**Task brief:** Each line of the records that holds "compass" should be shown in full.

(Collected data entries)

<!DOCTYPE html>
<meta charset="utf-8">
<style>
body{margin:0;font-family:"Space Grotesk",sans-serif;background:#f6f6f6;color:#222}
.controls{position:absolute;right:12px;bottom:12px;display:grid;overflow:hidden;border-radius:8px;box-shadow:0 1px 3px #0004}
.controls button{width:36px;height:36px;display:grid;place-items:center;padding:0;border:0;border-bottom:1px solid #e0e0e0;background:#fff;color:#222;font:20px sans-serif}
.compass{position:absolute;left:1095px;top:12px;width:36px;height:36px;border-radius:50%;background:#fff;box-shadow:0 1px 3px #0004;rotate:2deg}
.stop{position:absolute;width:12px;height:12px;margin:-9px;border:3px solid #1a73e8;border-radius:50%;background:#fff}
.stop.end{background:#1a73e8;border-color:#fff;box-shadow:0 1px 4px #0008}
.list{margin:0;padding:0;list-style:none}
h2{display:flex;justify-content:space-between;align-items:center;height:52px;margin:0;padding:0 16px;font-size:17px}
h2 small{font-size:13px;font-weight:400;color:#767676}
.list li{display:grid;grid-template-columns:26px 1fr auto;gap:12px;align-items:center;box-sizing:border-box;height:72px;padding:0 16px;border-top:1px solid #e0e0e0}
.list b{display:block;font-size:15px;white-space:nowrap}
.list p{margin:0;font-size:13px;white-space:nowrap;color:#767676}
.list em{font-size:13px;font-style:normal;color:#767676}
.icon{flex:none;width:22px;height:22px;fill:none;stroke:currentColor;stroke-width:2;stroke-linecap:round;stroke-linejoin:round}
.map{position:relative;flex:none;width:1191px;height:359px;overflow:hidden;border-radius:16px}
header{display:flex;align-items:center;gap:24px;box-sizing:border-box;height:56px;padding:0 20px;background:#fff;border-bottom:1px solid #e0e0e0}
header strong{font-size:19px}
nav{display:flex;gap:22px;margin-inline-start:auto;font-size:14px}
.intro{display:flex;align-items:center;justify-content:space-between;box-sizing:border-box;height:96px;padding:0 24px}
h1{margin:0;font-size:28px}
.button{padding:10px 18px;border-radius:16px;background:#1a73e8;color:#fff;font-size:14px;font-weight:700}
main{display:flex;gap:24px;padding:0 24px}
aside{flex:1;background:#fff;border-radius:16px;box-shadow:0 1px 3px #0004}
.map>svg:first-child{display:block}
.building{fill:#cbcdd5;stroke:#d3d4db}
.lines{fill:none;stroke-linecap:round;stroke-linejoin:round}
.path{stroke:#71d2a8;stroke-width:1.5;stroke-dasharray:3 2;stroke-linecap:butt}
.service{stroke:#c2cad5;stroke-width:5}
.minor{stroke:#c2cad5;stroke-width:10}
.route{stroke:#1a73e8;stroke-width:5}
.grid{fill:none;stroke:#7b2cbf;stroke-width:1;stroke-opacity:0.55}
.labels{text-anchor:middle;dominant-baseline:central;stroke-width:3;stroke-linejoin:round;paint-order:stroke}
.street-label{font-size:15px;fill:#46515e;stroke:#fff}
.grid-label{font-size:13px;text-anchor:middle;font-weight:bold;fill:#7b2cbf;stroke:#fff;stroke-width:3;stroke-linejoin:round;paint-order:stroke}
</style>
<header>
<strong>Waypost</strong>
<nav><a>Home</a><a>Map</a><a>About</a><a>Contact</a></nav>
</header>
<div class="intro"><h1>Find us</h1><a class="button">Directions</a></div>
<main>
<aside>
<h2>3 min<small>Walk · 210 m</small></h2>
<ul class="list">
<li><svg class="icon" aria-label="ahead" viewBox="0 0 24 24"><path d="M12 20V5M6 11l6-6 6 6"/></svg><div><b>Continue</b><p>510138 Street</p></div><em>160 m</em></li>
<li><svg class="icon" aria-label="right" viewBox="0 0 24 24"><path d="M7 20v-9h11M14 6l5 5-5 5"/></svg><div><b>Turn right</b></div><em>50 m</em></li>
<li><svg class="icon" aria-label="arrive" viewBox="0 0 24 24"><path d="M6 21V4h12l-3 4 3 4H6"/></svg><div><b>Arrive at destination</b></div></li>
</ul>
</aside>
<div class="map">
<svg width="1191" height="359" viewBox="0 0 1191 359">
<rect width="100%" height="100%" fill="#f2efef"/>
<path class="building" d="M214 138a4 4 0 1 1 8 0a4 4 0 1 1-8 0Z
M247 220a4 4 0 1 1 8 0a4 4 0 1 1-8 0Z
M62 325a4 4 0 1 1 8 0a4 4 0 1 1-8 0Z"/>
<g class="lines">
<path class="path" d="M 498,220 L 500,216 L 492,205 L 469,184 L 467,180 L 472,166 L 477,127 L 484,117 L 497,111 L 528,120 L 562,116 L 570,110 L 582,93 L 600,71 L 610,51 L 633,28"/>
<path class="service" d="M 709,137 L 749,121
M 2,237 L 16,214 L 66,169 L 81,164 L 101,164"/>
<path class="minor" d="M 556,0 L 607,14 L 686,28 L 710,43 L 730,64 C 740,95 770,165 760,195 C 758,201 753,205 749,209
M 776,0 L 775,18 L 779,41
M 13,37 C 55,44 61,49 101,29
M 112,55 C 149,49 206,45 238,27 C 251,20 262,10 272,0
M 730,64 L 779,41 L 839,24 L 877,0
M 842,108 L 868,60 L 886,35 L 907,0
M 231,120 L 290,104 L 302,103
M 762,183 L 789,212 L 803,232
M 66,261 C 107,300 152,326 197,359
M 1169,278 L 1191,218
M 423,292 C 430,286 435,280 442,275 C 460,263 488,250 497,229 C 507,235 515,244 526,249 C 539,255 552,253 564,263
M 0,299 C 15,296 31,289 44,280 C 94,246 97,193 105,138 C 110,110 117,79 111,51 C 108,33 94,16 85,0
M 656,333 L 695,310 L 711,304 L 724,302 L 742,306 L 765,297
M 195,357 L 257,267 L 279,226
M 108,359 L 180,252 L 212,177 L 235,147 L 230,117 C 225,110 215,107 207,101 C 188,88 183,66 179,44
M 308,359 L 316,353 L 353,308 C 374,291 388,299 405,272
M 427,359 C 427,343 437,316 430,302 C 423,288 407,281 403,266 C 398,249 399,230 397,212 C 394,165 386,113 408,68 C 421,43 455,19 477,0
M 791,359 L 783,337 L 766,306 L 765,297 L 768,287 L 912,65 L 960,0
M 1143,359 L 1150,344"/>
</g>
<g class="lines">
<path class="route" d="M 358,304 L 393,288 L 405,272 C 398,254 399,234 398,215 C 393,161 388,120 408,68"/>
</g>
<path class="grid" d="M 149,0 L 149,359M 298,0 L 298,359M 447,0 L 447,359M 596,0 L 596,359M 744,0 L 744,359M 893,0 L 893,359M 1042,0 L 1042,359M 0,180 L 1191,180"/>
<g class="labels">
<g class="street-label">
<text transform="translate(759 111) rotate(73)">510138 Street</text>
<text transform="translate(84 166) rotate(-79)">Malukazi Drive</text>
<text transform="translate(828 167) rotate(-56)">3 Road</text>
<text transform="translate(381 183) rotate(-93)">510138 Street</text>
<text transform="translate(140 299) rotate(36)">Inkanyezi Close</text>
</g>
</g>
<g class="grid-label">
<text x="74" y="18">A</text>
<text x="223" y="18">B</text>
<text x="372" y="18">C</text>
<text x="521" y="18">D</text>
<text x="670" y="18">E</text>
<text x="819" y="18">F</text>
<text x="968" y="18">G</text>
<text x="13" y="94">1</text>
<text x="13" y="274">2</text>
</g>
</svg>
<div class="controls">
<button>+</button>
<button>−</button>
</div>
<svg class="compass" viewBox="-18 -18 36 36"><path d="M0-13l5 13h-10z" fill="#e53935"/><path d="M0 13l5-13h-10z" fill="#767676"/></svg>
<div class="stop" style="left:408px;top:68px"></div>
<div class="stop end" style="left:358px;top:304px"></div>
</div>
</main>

**Exercise output:**
.compass{position:absolute;left:1095px;top:12px;width:36px;height:36px;border-radius:50%;background:#fff;box-shadow:0 1px 3px #0004;rotate:2deg}
<svg class="compass" viewBox="-18 -18 36 36"><path d="M0-13l5 13h-10z" fill="#e53935"/><path d="M0 13l5-13h-10z" fill="#767676"/></svg>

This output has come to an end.